(Stored data entries)

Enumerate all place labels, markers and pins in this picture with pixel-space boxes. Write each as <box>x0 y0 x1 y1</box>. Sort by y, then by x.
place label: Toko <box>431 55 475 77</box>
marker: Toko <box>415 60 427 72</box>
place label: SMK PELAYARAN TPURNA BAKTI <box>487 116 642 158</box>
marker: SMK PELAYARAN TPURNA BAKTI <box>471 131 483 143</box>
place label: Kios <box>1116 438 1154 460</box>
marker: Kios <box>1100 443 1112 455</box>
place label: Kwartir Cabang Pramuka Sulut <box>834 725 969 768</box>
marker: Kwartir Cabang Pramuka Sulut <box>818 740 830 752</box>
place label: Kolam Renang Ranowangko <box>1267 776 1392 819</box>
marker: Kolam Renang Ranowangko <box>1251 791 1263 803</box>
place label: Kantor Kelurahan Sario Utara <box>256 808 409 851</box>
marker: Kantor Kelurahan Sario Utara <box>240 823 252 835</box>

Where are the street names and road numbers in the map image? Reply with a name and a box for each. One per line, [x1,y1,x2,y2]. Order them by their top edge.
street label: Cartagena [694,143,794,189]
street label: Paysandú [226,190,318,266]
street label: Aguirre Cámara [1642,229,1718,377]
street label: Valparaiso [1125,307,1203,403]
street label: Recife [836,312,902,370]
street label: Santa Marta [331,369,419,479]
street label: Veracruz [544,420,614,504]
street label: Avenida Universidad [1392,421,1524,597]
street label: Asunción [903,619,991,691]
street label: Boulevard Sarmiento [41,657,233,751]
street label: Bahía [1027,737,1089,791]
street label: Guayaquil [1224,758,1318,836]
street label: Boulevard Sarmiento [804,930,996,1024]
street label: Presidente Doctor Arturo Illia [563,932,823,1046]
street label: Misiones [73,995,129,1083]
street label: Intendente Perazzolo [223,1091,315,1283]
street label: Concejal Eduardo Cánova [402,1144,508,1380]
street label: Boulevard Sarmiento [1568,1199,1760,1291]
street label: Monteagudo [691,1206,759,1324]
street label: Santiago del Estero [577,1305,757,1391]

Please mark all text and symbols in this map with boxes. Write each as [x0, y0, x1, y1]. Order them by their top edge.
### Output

_What the task requires_:
Each record must be printed again, word for word, with nothing dropped.

_Exercise output_:
Enumerate all place labels, markers and pins in this picture with pixel-space boxes. Write each as <box>x0 y0 x1 y1</box>. Sort by y, then by x.
place label: Toko <box>431 55 475 77</box>
marker: Toko <box>415 60 427 72</box>
place label: SMK PELAYARAN TPURNA BAKTI <box>487 116 642 158</box>
marker: SMK PELAYARAN TPURNA BAKTI <box>471 131 483 143</box>
place label: Kios <box>1116 438 1154 460</box>
marker: Kios <box>1100 443 1112 455</box>
place label: Kwartir Cabang Pramuka Sulut <box>834 725 969 768</box>
marker: Kwartir Cabang Pramuka Sulut <box>818 740 830 752</box>
place label: Kolam Renang Ranowangko <box>1267 776 1392 819</box>
marker: Kolam Renang Ranowangko <box>1251 791 1263 803</box>
place label: Kantor Kelurahan Sario Utara <box>256 808 409 851</box>
marker: Kantor Kelurahan Sario Utara <box>240 823 252 835</box>

Where are the street names and road numbers in the map image? Reply with a name and a box for each. One per line, [x1,y1,x2,y2]. Order them by their top edge.
street label: Cartagena [694,143,794,189]
street label: Paysandú [226,190,318,266]
street label: Aguirre Cámara [1642,229,1718,377]
street label: Valparaiso [1125,307,1203,403]
street label: Recife [836,312,902,370]
street label: Santa Marta [331,369,419,479]
street label: Veracruz [544,420,614,504]
street label: Avenida Universidad [1392,421,1524,597]
street label: Asunción [903,619,991,691]
street label: Boulevard Sarmiento [41,657,233,751]
street label: Bahía [1027,737,1089,791]
street label: Guayaquil [1224,758,1318,836]
street label: Boulevard Sarmiento [804,930,996,1024]
street label: Presidente Doctor Arturo Illia [563,932,823,1046]
street label: Misiones [73,995,129,1083]
street label: Intendente Perazzolo [223,1091,315,1283]
street label: Concejal Eduardo Cánova [402,1144,508,1380]
street label: Boulevard Sarmiento [1568,1199,1760,1291]
street label: Monteagudo [691,1206,759,1324]
street label: Santiago del Estero [577,1305,757,1391]

Please mark all text and symbols in this map with boxes. Write each as [x0, y0, x1, y1]. Order them by their top edge.
### Output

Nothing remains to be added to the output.